For our project, we are interested in using survival analysis. Suppose that there is a true survival time, T, as well as a true censoring time, C. The survival time represents the time at which the event of interest occurs: in this dataset, the time (in days) at which a participant is voted out. The censoring time is the time at which a participant drops out of the game show or survived until the last day of the show.
We observed the survival time T and censoring time C. Suppose there is a random variable Y
\[Y = min(T,C)\]
In other words, if the event occurs before the censoring such that T \(<\) C, then we observed the true survival time T. If censoring occurs before the event such as T \(>\) C, then we observe the censoring time. The status indicator as,
\[\delta = \left\{ \begin{array}{ll} 1 & T\leq C \\ 0 & T > C \\ \end{array} \right. \]
Thus, \(\delta\) = 1 if we observe the true survival time, and \(\delta\) = 0 if we observe the censoring.

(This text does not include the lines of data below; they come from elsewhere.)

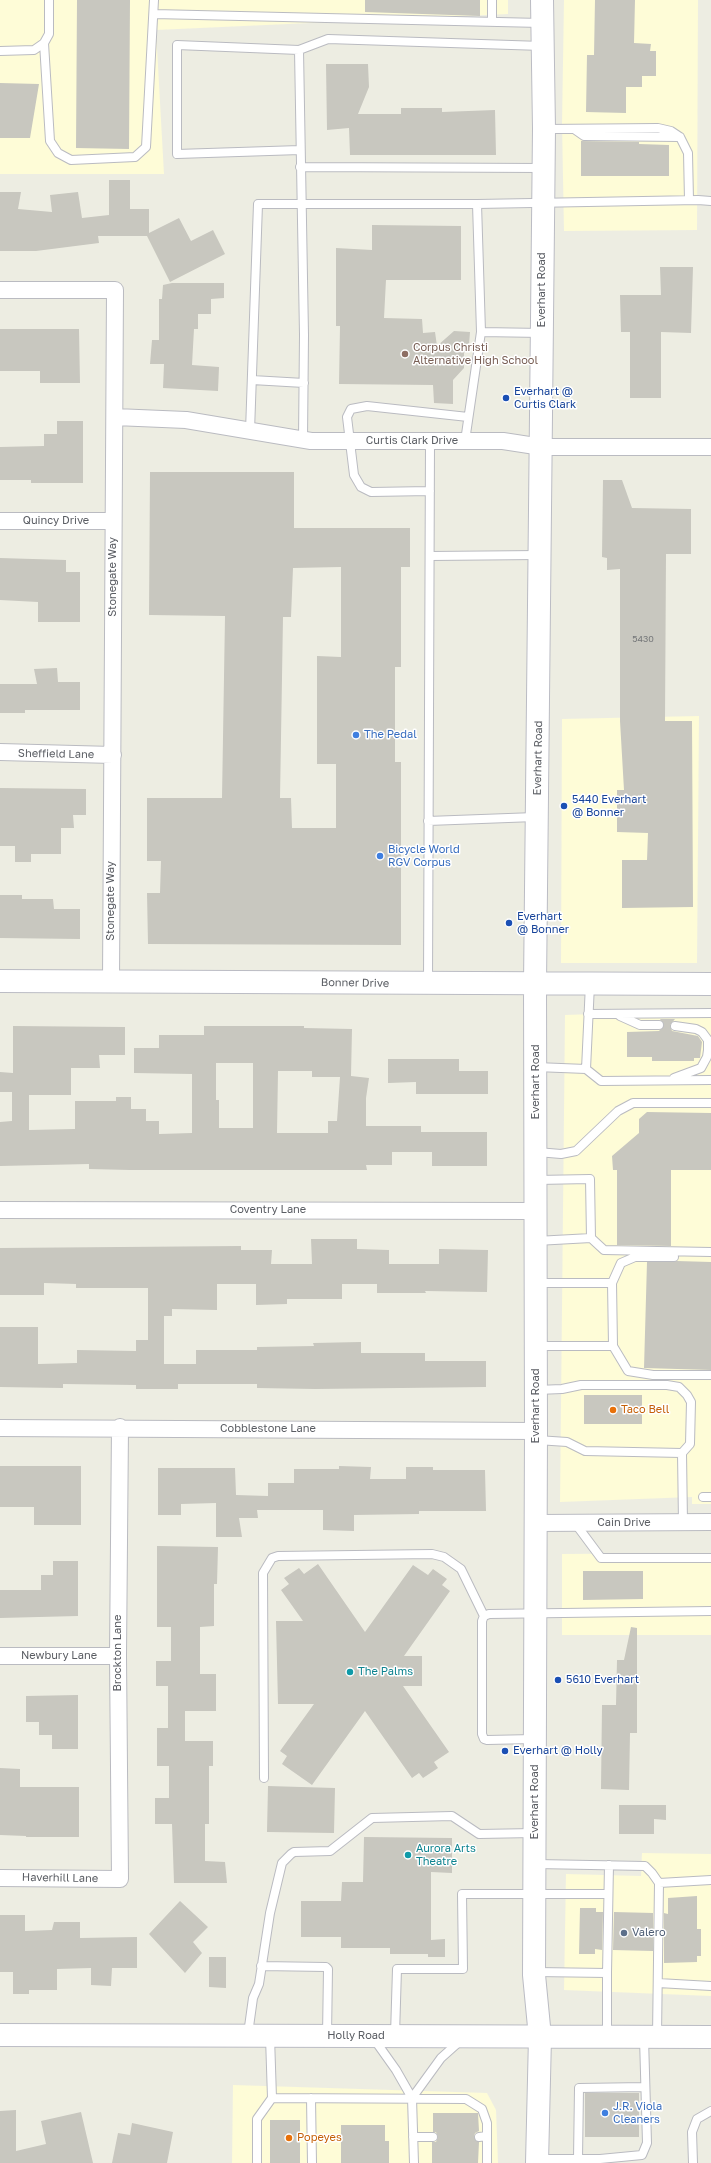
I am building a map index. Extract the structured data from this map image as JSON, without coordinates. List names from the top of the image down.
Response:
{
  "streets": {
    "main road": ["Everhart Road", "Bonner Drive", "Holly Road"],
    "street": [
      "Curtis Clark Drive",
      "Quincy Drive",
      "Stonegate Way",
      "Sheffield Lane",
      "Coventry Lane",
      "Cobblestone Lane",
      "Cain Drive",
      "Brockton Lane",
      "Newbury Lane",
      "Haverhill Lane"
    ]
  },
  "crossings": [
    ["Everhart Road", "Curtis Clark Drive"],
    ["Everhart Road", "Bonner Drive"],
    ["Everhart Road", "Coventry Lane"],
    ["Everhart Road", "Cobblestone Lane"],
    ["Everhart Road", "Cain Drive"],
    ["Everhart Road", "Holly Road"],
    ["Curtis Clark Drive", "Stonegate Way"],
    ["Quincy Drive", "Stonegate Way"],
    ["Stonegate Way", "Sheffield Lane"],
    ["Stonegate Way", "Bonner Drive"],
    ["Cobblestone Lane", "Brockton Lane"],
    ["Brockton Lane", "Newbury Lane"],
    ["Brockton Lane", "Haverhill Lane"]
  ],
  "places": [
    "Corpus Christi Alternative High School",
    "Everhart @ Curtis Clark",
    "The Pedal",
    "5440 Everhart @ Bonner",
    "Bicycle World RGV Corpus",
    "Everhart @ Bonner",
    "Taco Bell",
    "The Palms",
    "5610 Everhart",
    "Everhart @ Holly",
    "Aurora Arts Theatre",
    "Valero",
    "J.R. Viola Cleaners",
    "Popeyes"
  ],
  "house_numbers": ["5430"]
}
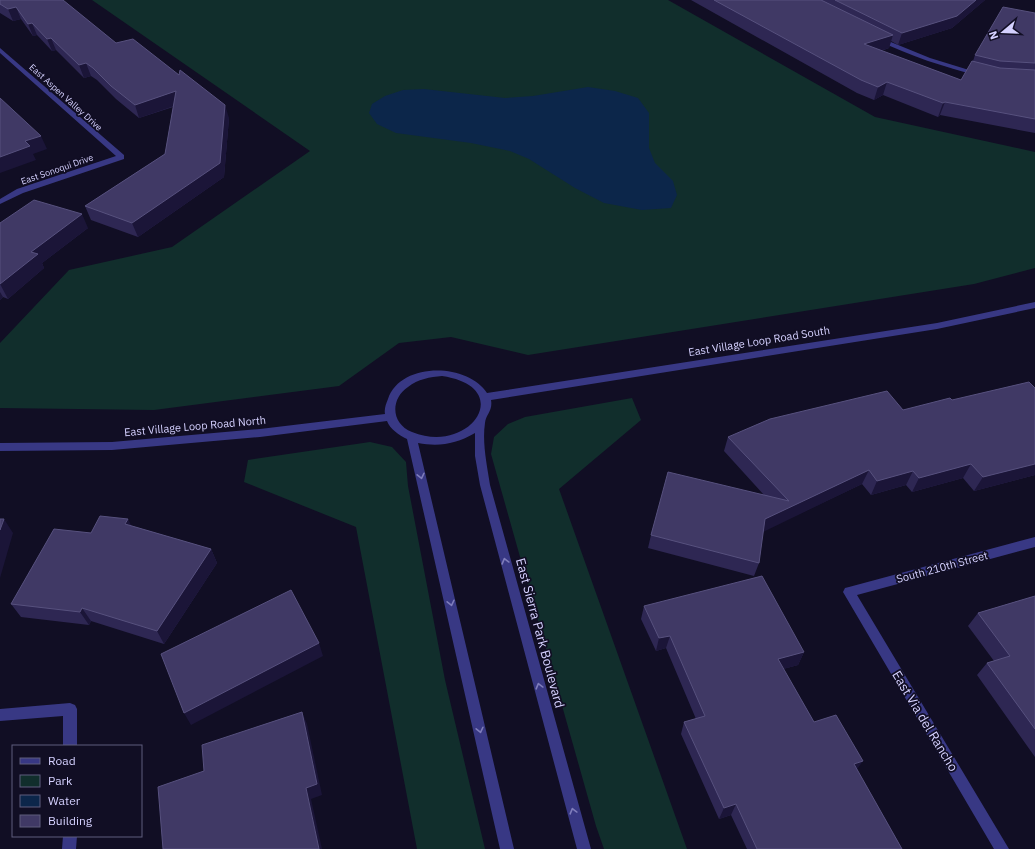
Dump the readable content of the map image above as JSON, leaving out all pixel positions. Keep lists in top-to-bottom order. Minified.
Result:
{"streets":{"street":["East Aspen Valley Drive","East Sonoqui Drive","East Village Loop Road South","East Village Loop Road North","South 210th Street","East Sierra Park Boulevard","East Via del Rancho"]},"crossings":[["East Aspen Valley Drive","East Sonoqui Drive"],["East Village Loop Road South","East Village Loop Road North"],["East Village Loop Road South","East Sierra Park Boulevard"],["East Village Loop Road North","East Sierra Park Boulevard"],["South 210th Street","East Via del Rancho"]],"legend":["Road","Park","Water","Building"],"north":"left"}
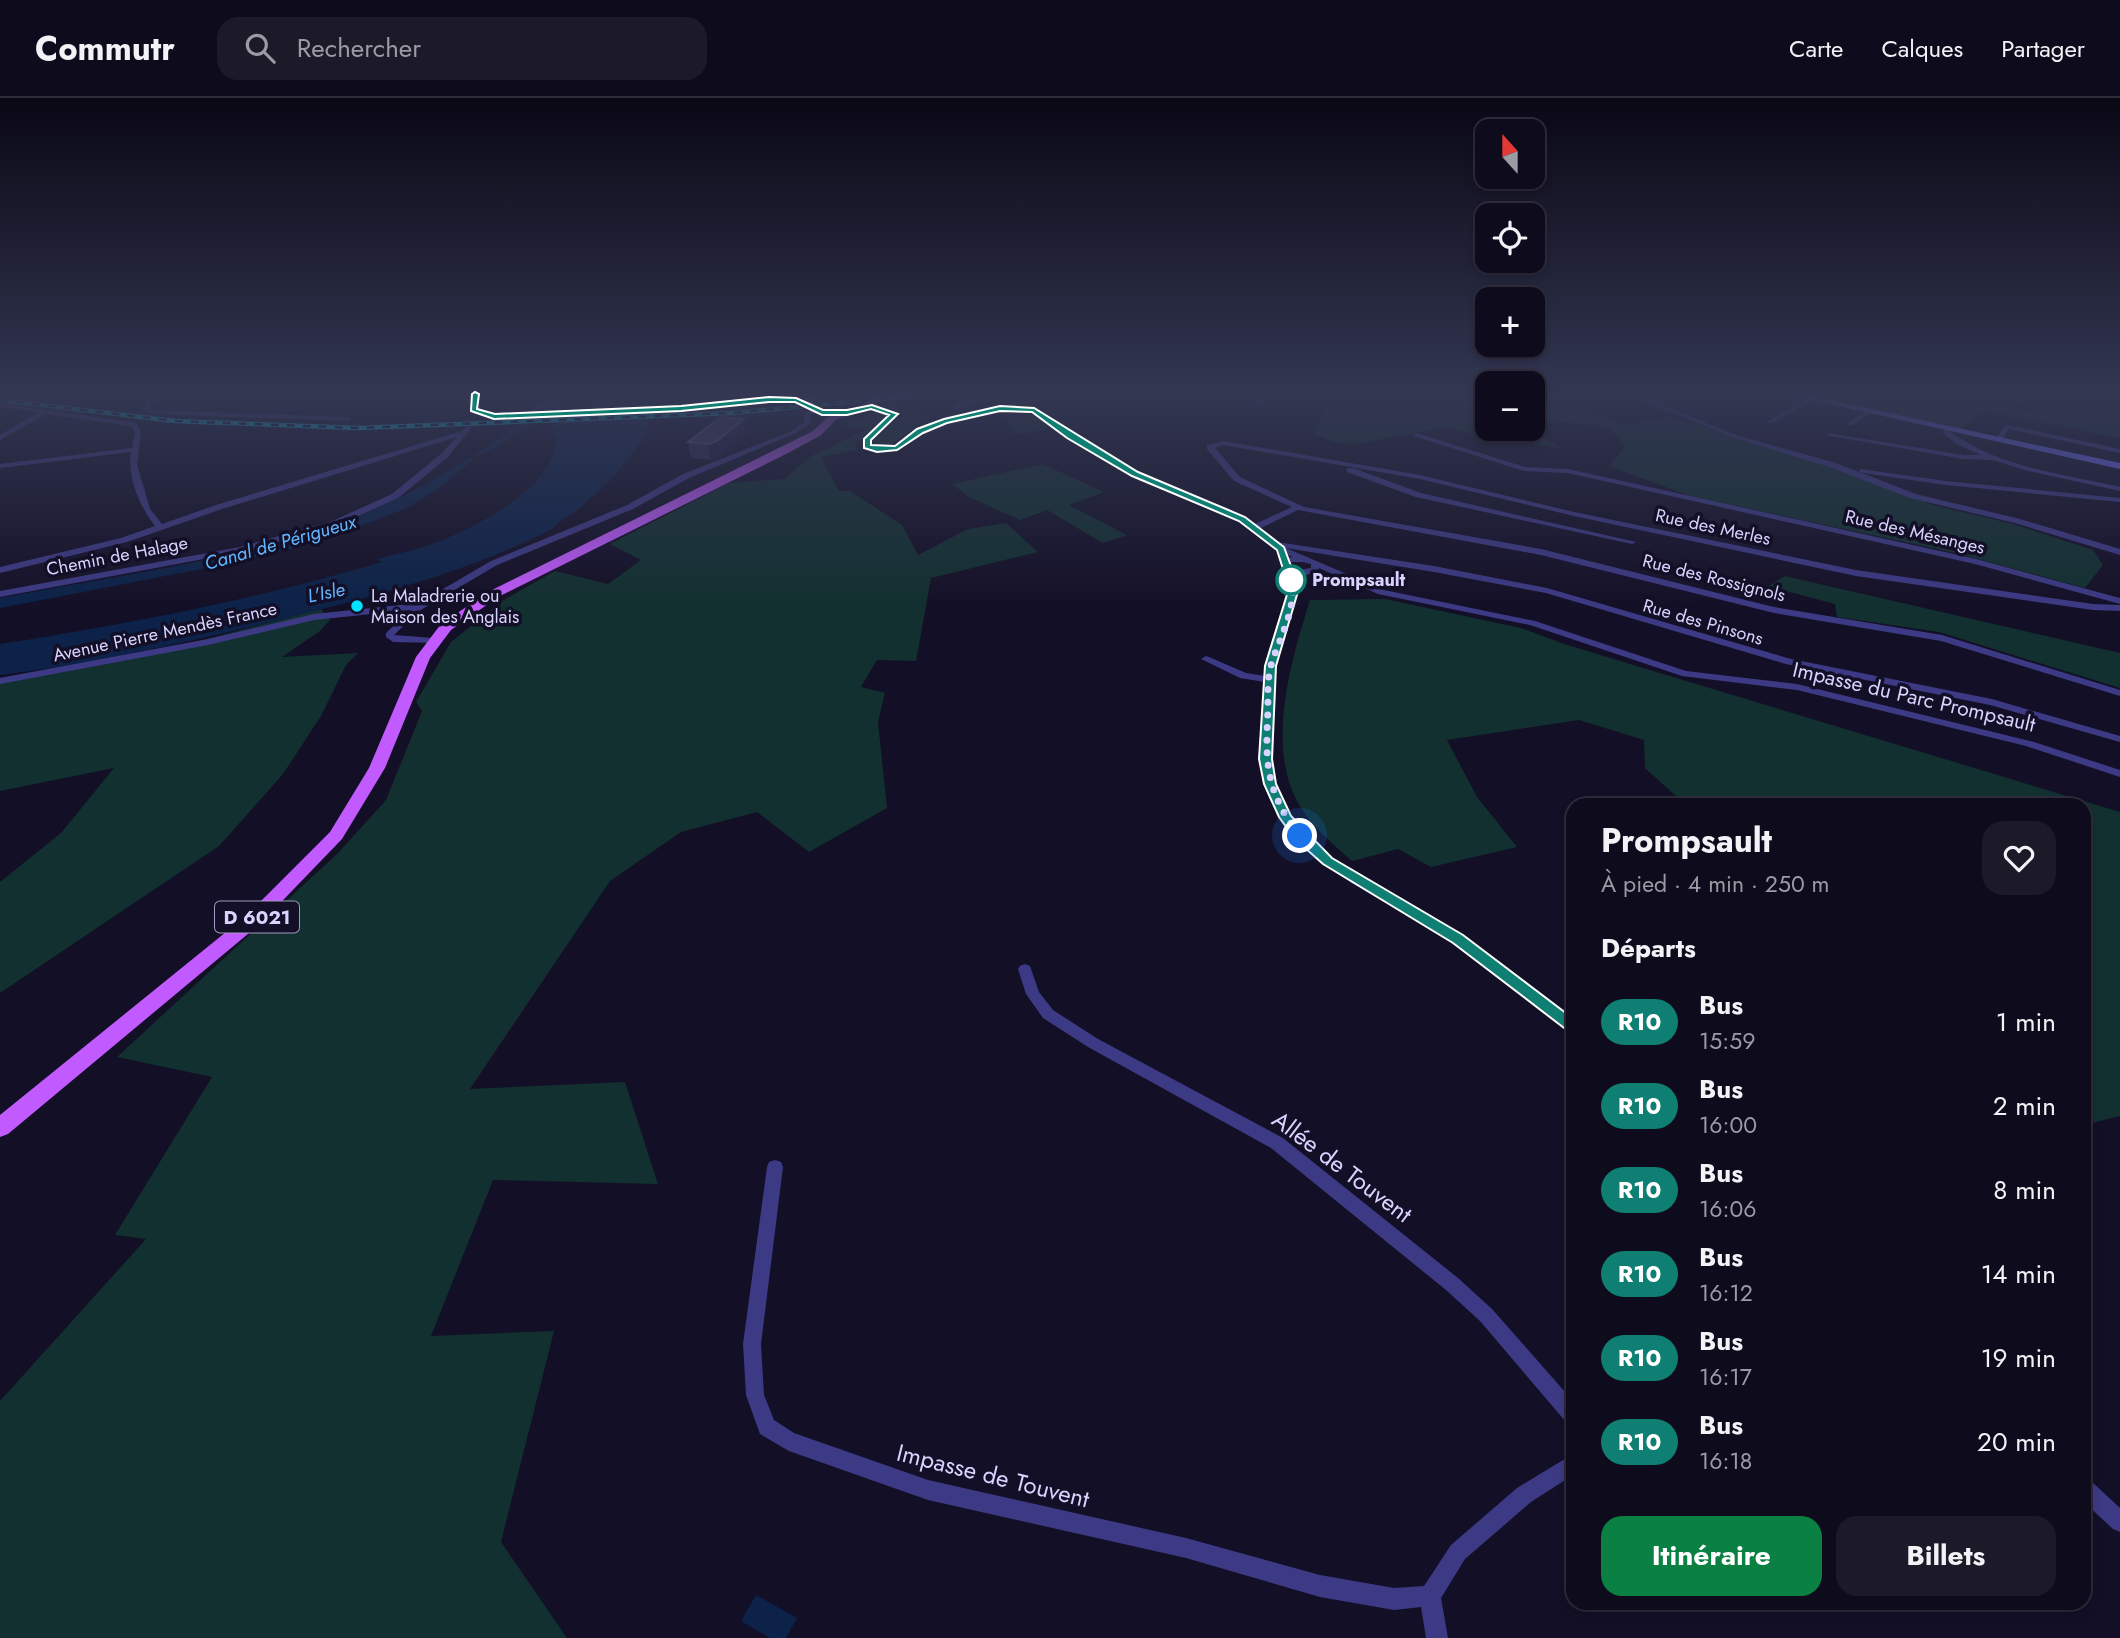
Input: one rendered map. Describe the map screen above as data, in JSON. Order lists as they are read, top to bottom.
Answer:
{
  "streets": {
    "main road": ["D 6021"],
    "street": [
      "Rue des Merles",
      "Rue des Mésanges",
      "Chemin de Halage",
      "Rue des Rossignols",
      "Rue des Pinsons",
      "Avenue Pierre Mendès France",
      "Impasse du Parc Prompsault",
      "Allée de Touvent",
      "Impasse de Touvent"
    ]
  },
  "crossings": [
    ["Rue des Merles", "Rue des Rossignols"]
  ],
  "water": ["Canal de Périgueux", "L'Isle"],
  "places": ["Prompsault", "La Maladrerie ou Maison des Anglais"],
  "lines": ["bus line R10"],
  "north": "top",
  "page": {
    "header": "Commutr",
    "search": "Rechercher",
    "nav": ["Carte", "Calques", "Partager"],
    "map_buttons": ["+", "−"],
    "heading": [
      ["Prompsault", "À pied · 4 min · 250 m"],
      "Départs"
    ],
    "list": [
      {
        "mark": "R10",
        "name": "Bus",
        "note": "15:59",
        "value": "1 min"
      },
      {
        "mark": "R10",
        "name": "Bus",
        "note": "16:00",
        "value": "2 min"
      },
      {
        "mark": "R10",
        "name": "Bus",
        "note": "16:06",
        "value": "8 min"
      },
      {
        "mark": "R10",
        "name": "Bus",
        "note": "16:12",
        "value": "14 min"
      },
      {
        "mark": "R10",
        "name": "Bus",
        "note": "16:17",
        "value": "19 min"
      },
      {
        "mark": "R10",
        "name": "Bus",
        "note": "16:18",
        "value": "20 min"
      }
    ],
    "buttons": ["Itinéraire", "Billets"]
  }
}
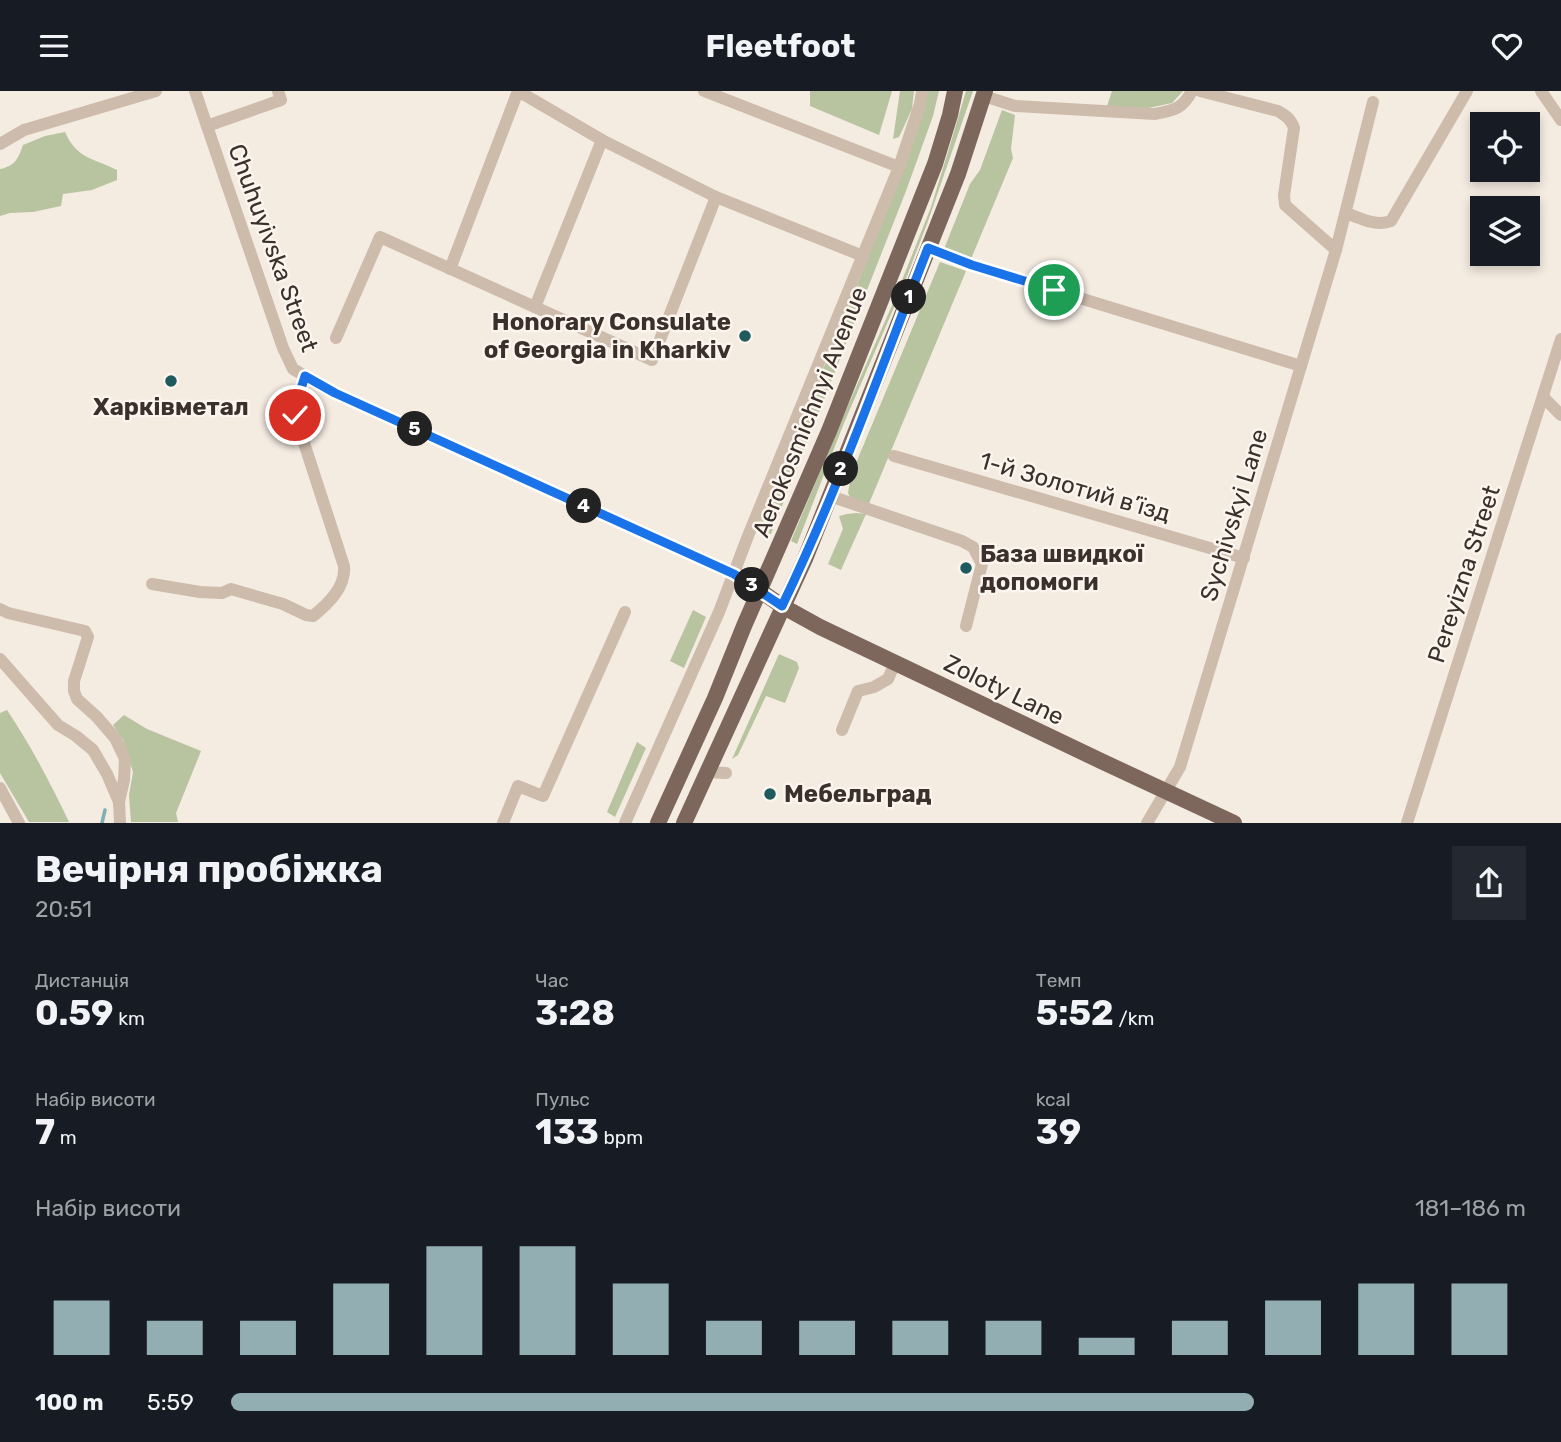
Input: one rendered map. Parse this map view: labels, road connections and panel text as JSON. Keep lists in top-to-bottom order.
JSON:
{
  "streets": {
    "main road": ["Aerokosmichnyi Avenue", "Zoloty Lane"],
    "street": [
      "Chuhuyivska Street",
      "1-й Золотий в’їзд",
      "Sychivskyi Lane",
      "Pereyizna Street"
    ]
  },
  "crossings": [
    ["Chuhuyivska Street", "Aerokosmichnyi Avenue"],
    ["Chuhuyivska Street", "Zoloty Lane"],
    ["Aerokosmichnyi Avenue", "Zoloty Lane"],
    ["1-й Золотий в’їзд", "Sychivskyi Lane"],
    ["Sychivskyi Lane", "Zoloty Lane"]
  ],
  "places": [
    "Honorary Consulate of Georgia in Kharkiv",
    "Харківметал",
    "База швидкої допомоги",
    "Мебельград"
  ],
  "page": {
    "header": "Fleetfoot",
    "pins": [
      "1",
      "5",
      "2",
      "4",
      "3"
    ],
    "heading": ["Вечірня пробіжка", "20:51"],
    "stats": [
      ["Дистанція", "0.59 km"],
      ["Час", "3:28"],
      ["Темп", "5:52 /km"],
      ["Набір висоти", "7 m"],
      ["Пульс", "133 bpm"],
      ["kcal", "39"]
    ],
    "chart": ["Набір висоти", "181–186 m"],
    "list": [
      {
        "name": "100 m",
        "note": "5:59"
      }
    ]
  }
}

We use the Cox-propositional hazard model to evaluate the effect of several factors on survival time in Survivor. It allows us to examine how specified factors influence the rate of the event that we are interested in at a particular point in time. This rate is the hazard rate. Covariates are age, gender, poc, personality type, and region in this model. The Cox model is expressed by the hazard function denoted by h(t). Briefly, the hazard function can be interpreted as the risk of voted out at time t. It can be estimated as follows: \[h(t) = h_0(t)\exp(x_1\beta_1 + x_2\beta_2 + x_3\beta_3 + x_4\beta_4 + x_4\beta_5)\] where,
Suppose we have a single predictor \((p=1)\), which we assume to be binary. We aim to determine whether there is a difference between the survival times of the observations in the group. For instance, we consider a test to compare difference survival times between females and males. The null hypothesis is that the two groups have identical hazard functions: \[H_0: h_1(t) = h_2(t)\]
## reading in data
survivor_data_final =
read.csv("data/survivor_data_final.csv")
## Create status and time variable
# filtering of seasons moved to data wrangling file
# replaced all survivor_final with survivor_data_final since filtering was moved to use for EDA
status <- c()
time <- c()
for (i in 1:nrow(survivor_data_final))
{
if (survivor_data_final[i,17] == "Quit") {
status[i] <- 0
time[i] <- survivor_data_final$days_survived[i]
}
else if (survivor_data_final[i,17] == "Sole Survivor") {
status[i] <- 0
time[i] <- survivor_data_final$days_survived[i]
}
else if (survivor_data_final[i,17] == "Runner-up") {
status[i] <- 0
time[i] <- survivor_data_final$days_survived[i]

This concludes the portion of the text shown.